Il est vrai que cette expérience m'est personnelle.D'autres - Primo Levi, par exemple (grand exemple: son oeuvre est réellement prodigieuse par sa veracité, sa compassion lucide) - ne parvinrent à revenir à la vie qu'au moyen de l'écriture, grâce à celle-ci. Dans mon cas, en revanche, chaque page écrite, arrachée à la souffrance, m'enfonçait dans une mémoire irrémédiable et mortifère, m'asphyxiait dans l'angoisse du passé.
Il me fallait choisir entre l'écriture et la vie et j'ai choisi la vie. Mais en la choisissant j'ai dû abandonner le projet qui donnait à mes yeux un sens à ma vie, celui d'être écrivain. Un projet qui avait, dès l'enfance quasiment, structuré mon identité la plus authentique. J'ai dû décider d'être un autre, de ne pas être moi-même, pour continuer à être quelque chose: quelq'un. Car c'était impensable d'écrire n'importe quoi d'autre, lorsque j'abandonai la tentative de rendre compte, littérairement, de l'expérience de Buchenwald.

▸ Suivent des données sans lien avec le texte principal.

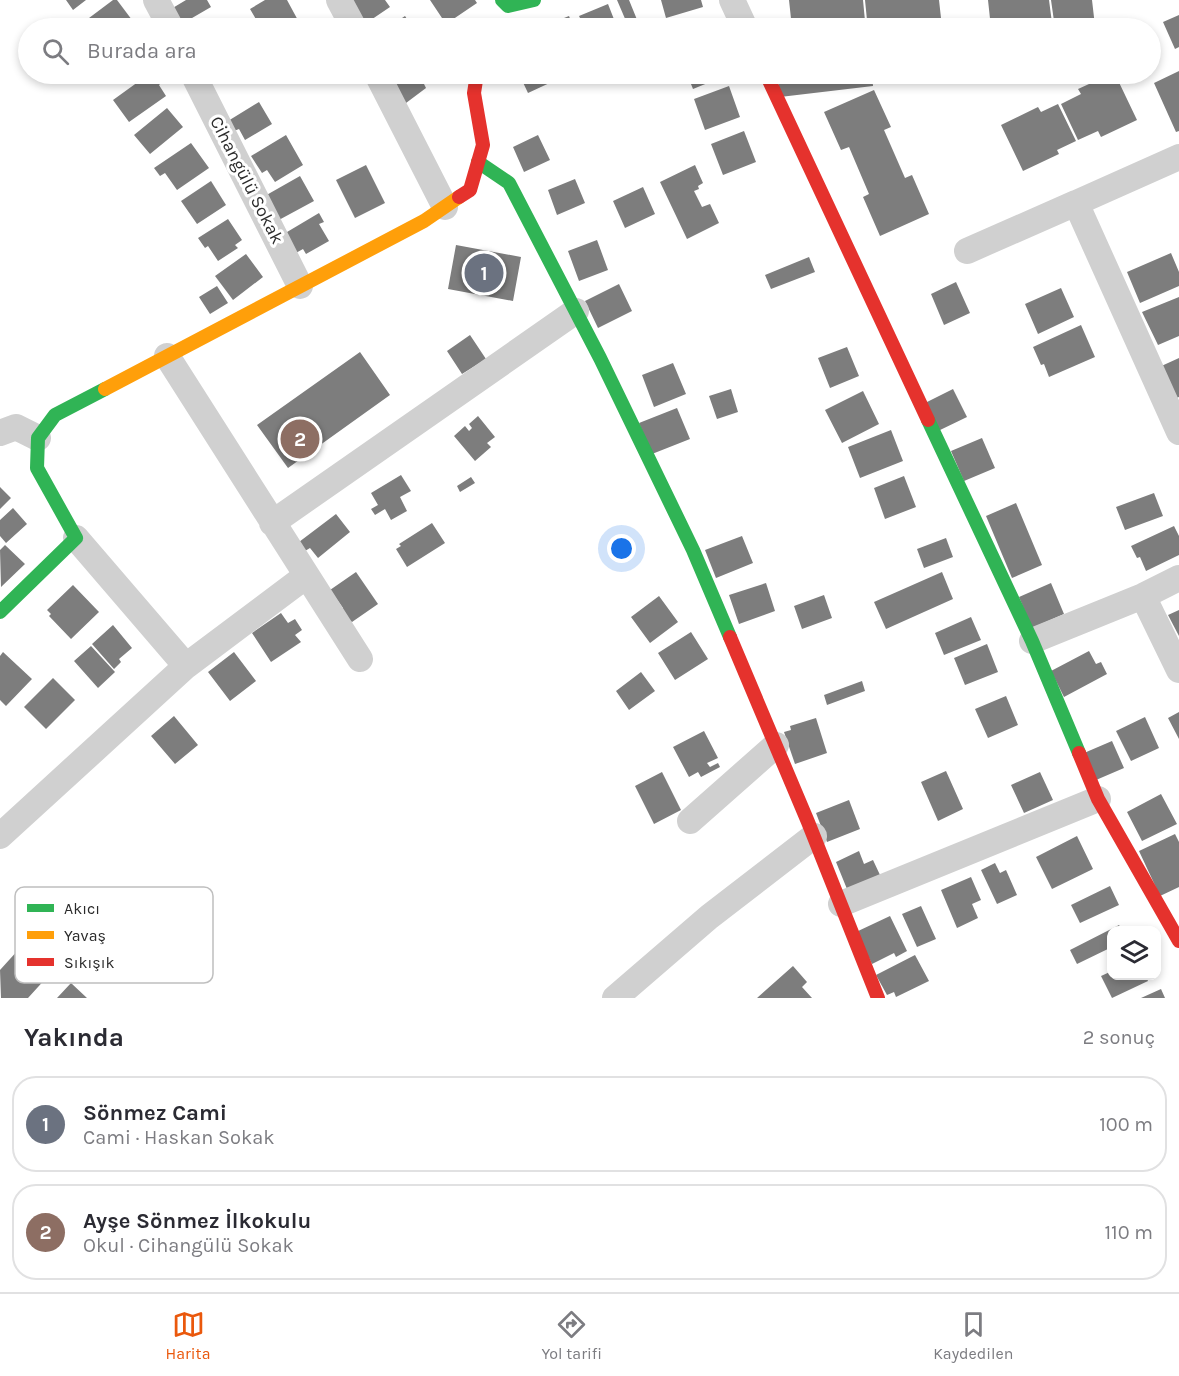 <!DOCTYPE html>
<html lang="tr">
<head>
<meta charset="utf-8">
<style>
	:root { --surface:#fff; --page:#f2f2f3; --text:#2b2b33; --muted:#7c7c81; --line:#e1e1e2; --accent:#ea580c }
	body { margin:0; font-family:Karla,sans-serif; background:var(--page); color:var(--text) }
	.controls { position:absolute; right:18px; bottom:18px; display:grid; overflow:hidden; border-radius:12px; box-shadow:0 3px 9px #0003 }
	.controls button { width:54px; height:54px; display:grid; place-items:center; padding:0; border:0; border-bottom:2px solid var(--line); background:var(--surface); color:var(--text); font:30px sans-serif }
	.you { position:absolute; left:622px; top:549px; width:21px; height:21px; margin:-15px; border:4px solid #fff; border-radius:50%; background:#1a73e8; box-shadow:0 0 0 9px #1a73e833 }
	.badge { display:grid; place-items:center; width:39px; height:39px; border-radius:50%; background:var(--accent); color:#fff; font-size:20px; font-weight:700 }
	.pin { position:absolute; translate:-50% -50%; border:3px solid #fff; box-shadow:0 2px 6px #0006 }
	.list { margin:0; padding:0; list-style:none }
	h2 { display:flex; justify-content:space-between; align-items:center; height:78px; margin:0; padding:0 24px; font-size:26px }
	h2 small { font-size:20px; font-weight:400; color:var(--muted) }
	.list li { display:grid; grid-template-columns:39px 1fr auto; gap:18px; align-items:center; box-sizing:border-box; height:96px; margin:0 12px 12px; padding:0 12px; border:2px solid var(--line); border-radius:24px }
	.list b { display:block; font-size:22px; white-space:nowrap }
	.list p { margin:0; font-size:20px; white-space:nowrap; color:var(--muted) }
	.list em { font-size:20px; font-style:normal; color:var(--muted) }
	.icon { flex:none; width:33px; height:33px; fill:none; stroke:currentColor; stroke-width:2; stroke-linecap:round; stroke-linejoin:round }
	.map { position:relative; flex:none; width:1179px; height:998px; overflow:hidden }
	.search { position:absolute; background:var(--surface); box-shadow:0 3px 9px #0003; left:18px; right:18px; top:18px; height:66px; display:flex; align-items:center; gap:15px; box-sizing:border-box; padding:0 21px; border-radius:33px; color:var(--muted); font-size:22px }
	.sheet { height:294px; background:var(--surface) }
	nav { display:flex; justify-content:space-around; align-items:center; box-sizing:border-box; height:84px; border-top:2px solid var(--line); background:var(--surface); font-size:16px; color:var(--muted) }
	nav a { display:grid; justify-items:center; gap:3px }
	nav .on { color:var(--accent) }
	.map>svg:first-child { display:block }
	.building { fill:#7d7d7d }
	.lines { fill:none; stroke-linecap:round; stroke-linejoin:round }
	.street { stroke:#d0d0d0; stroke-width:26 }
	.fast { stroke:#30b455; stroke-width:14 }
	.slow { stroke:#ff9f0a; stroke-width:14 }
	.jam { stroke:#e5322d; stroke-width:14 }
	.labels { text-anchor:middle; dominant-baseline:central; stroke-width:6; stroke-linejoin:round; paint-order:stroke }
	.street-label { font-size:18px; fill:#2b2b2b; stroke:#fff }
	.key { fill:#fff; stroke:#bfbfbf; stroke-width:1.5 }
	.key-label { font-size:16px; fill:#2b2b2b }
</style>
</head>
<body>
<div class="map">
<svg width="1179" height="998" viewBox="0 0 1179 998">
	<rect width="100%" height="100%" fill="#fff"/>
	<path class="building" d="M66,0H86L73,10Z
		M113,0H117L132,20L121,28H91L85,21Z
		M186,0H207L211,7L180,25L171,9Z
		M265,0H287L300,24L292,28H261L250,9Z
		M350,0H385L390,7L359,28Z
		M430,0H475L477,3L446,24Z
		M617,0H629L640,27L629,28Z
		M661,0H701L703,7L666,18Z
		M789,0H863L865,21L867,20L865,0H939L942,27L898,28L897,23L840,28H792Z
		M988,0H1049L1052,23L1029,26V28H991Z
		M1051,0H1092L1095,26L1055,28Z
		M608,4L617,27L585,28L579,16Z
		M1179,15V47L1175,49L1163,22Z
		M405,16L413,28H387Z
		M569,16L573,26L563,28L559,20Z
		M1179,71V131L1176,132L1154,83Z
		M105,74H123L111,82Z
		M149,74H156L162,82L159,85L166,96L129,122L113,100Z
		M394,74H424L429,80L424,84L426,88L402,106L383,82Z
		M519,74H553L556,80L528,93Z
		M687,74H719L720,78L693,89Z
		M843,74H872L873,86L780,97L778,81Z
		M1111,74H1115L1137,120L1101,137L1098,131L1078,140L1061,104L1081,94L1078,89Z
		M729,86L740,117L705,130L694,99Z
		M874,90L891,127L884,130L905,178L912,175L929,214L880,236L863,197L869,194L849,147L841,150L824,112Z
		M259,102L272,124L245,140L239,129L234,131L228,121Z
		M1058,104L1076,141L1057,150L1059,154L1023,171L1001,125L1038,107L1041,112Z
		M167,108L183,127L150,154L134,135Z
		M744,131L756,162L723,175L711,144Z
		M286,135L303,165L275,182L267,170L262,173L251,156Z
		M538,135L550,160L524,172L513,147Z
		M191,143L209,168L177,190L165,173L160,176L154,168Z
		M366,165L385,203L355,218L336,180Z
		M695,165L703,183L698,186L699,189L694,191L702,207L710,204L719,223L687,239L660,182Z
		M300,176L314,201L277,221L263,197Z
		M575,179L585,203L557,215L548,190Z
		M211,181L226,205L197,224L181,201Z
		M643,187L655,214L625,228L613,201Z
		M319,213L324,222L319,224L329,241L306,254L303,249L294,254L282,235Z
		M228,219L242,240L235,245L238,248L218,261L208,246L205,248L198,238Z
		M597,240L608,270L579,281L568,251Z
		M456,245L521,257L513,301L448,289Z
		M1171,253L1179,272V286L1140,303L1127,272Z
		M246,254L263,277L233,300L215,276Z
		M809,257L815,272L771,289L765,275Z
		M956,282L970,313L944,325L931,294Z
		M619,284L632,311L598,328L585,301Z
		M217,286L228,303L210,314L199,297Z
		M1061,288L1074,317L1038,334L1025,304Z
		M1179,297V336L1158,345L1142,312Z
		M1081,325L1095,357L1049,377L1044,364L1041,365L1033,347Z
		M470,335L486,359L462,374L447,351Z
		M847,347L859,376L830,388L818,358Z
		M360,352L390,395L288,468L257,425Z
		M1179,358V397L1171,400L1157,368Z
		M673,363L686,394L654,407L642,375Z
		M731,389L738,412L717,419L709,396Z
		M953,389L967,417L938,431L925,403Z
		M863,391L879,424L842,443L825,410Z
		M677,408L690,439L652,454L639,423Z
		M478,416L495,437L487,443L491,447L475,461L454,436L465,426L469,431L472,428L469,424Z
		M891,430L903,461L860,478L848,447Z
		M982,438L995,468L964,481L951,451Z
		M401,475L411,491L400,497L407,511L391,520L385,509L375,515L371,509L378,505L371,493Z
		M904,476L916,507L885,519L874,488Z
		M471,477L475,483L460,492L457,486Z
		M0,487L11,498L0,509Z
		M1154,493L1163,516L1125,530L1116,507Z
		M1016,503L1042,565L1012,578L986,516Z
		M13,508L27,524L6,543L0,536V520Z
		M336,514L350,532L318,558L310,548L305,551L299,542Z
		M432,523L445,543L407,567L396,549L401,546L399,544Z
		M1174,526L1179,536V555L1146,571L1140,557L1137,558L1131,546Z
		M742,536L753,563L716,578L705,550Z
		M946,538L953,557L924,568L917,549Z
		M5,545L25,564L1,587L0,550Z
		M356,572L378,604L352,622L336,612L343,608L330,590Z
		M942,572L953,599L886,629L874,602Z
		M766,583L775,611L739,624L729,595Z
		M1051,583L1064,614L1032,628L1019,597Z
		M73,585L99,612L71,639L49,616L51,614L47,610Z
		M824,595L832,618L802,629L794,606Z
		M659,596L678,622L650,643L631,617Z
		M1179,610V636L1168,615Z
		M281,613L288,623L295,619L302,630L295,635L301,642L271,662L252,633Z
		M971,617L981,640L944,655L935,633Z
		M113,625L132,648L119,659L121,662L114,669L92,644Z
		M691,632L708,659L675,680L658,653Z
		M987,644L998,672L965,685L954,658Z
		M91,646L115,672L98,688L74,661Z
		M1089,651L1096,664L1101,662L1107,674L1064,697L1051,671Z
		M3,652L32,679L6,706L0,700V656Z
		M234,652L256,681L230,701L208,672Z
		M641,672L655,691L629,710L616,691Z
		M53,678L75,700L46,729L24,707Z
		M862,681L865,691L827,705L824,695Z
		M1006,696L1018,725L988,738L975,709Z
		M1179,712V739L1168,718Z
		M174,716L198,745L175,764L151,736Z
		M1145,717L1159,748L1131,761L1116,731Z
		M816,718L827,753L795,764L784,732L791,730L790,726Z
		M704,731L718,758L707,763L710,767L718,763L720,767L701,777L698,772L689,777L673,747Z
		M1112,741L1124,768L1096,780L1084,753Z
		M946,771L963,809L938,821L921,782Z
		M662,772L681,810L654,824L635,786Z
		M1040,772L1053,800L1024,813L1011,785Z
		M1161,794L1177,824L1142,841L1127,812Z
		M849,800L860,829L827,842L816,813Z
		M1175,834L1179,842V887L1160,896L1139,851Z
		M1077,836L1093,869L1052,889L1036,857Z
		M859,851L864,864L873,860L880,875L847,889L836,862Z
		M995,863L1000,873L1006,870L1017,895L997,904L981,870Z
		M971,877L981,900L972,904L978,918L957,928L941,890Z
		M1110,886L1119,905L1080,923L1071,905Z
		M921,906L936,939L917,947L902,914Z
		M890,916L907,951L896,957L894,953L872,964L856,932Z
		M1119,925L1122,930H1112V947L1077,964L1070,950Z
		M29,938L58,965L28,998H1L0,970Z
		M915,955L929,981L896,997L894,992L887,995L876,975Z
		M793,966L807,982L802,987L812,998H757Z
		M1112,971V976H1146L1148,981L1112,998L1101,976Z
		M71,983L87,998H57Z
		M1161,989L1165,998H1141Z"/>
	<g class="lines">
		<path class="street" d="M156,0L171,28
			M339,0L354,28
			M732,0L745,28
			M193,74L300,286
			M377,74L445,207
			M1179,157L1076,203L1179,432
			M967,251L1076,203
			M167,356L360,659
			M0,433L16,427L38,438
			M272,523L576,311
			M76,538L186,666
			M1143,596L1179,670
			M1032,641L1143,596L1179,578
			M690,821L776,745
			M0,836L186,666L306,576
			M841,904L1098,799
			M615,998L709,917L814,836"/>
		<path class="fast" d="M502,0L508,6L534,0
			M478,162L509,183L600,358L693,550L730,637
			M928,420L1032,641L1079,753
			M0,612L76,538L37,468L38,438L55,415L105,389"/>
		<path class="slow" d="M105,389L424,221L459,197"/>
		<path class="jam" d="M766,74L928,420
			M459,197L470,190L483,145L474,93L477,74
			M730,637L808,822L878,998
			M1079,753L1098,799L1179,941"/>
	</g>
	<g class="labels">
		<g class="street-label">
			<text transform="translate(247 180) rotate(63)">Cihangülü Sokak</text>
		</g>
	</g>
	<rect x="15" y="887" width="198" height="96" rx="9" class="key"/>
	<rect x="27" y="904" width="27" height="8" fill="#30b455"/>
	<rect x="27" y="931" width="27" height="8" fill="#ff9f0a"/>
	<rect x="27" y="958" width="27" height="8" fill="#e5322d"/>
	<g class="key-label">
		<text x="64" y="914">Akıcı</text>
		<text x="64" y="941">Yavaş</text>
		<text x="64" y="968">Sıkışık</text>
	</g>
</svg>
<div class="controls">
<button><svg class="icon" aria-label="layers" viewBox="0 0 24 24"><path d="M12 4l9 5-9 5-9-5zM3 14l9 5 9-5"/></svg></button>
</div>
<div class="you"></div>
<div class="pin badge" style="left:484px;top:273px;background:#6b7280">1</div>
<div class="pin badge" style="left:300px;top:439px;background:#8d6e63">2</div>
<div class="search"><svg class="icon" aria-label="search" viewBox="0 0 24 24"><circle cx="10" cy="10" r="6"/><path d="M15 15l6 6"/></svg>Burada ara</div>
</div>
<section class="sheet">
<h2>Yakında<small>2 sonuç</small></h2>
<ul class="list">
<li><span class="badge" style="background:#6b7280">1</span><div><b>Sönmez Cami</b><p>Cami · Haskan Sokak</p></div><em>100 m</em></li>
<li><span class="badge" style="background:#8d6e63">2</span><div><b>Ayşe Sönmez İlkokulu</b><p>Okul · Cihangülü Sokak</p></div><em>110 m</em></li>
</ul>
</section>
<nav>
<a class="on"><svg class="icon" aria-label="map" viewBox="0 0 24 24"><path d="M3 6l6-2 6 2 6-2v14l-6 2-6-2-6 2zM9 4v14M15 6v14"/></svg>Harita</a>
<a><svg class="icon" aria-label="directions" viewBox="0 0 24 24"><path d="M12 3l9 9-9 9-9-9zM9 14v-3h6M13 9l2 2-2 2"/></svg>Yol tarifi</a>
<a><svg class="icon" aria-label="saved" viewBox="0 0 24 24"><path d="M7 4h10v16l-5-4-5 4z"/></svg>Kaydedilen</a>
</nav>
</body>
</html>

Cela explique en partie mon intérêt pour la politique. Si l'écriture me maintenait dans la mémoire atroce du passé, l'activité politique me projetait dans l'avenir. C'est ce j'ai cru, du moins, jusqu'à ce que l'avenir que la politique communiste prétendait préfigurer ne révélât son caractère d'illusion néfaste: elle n'aura été que l'illusion d'un avenir.»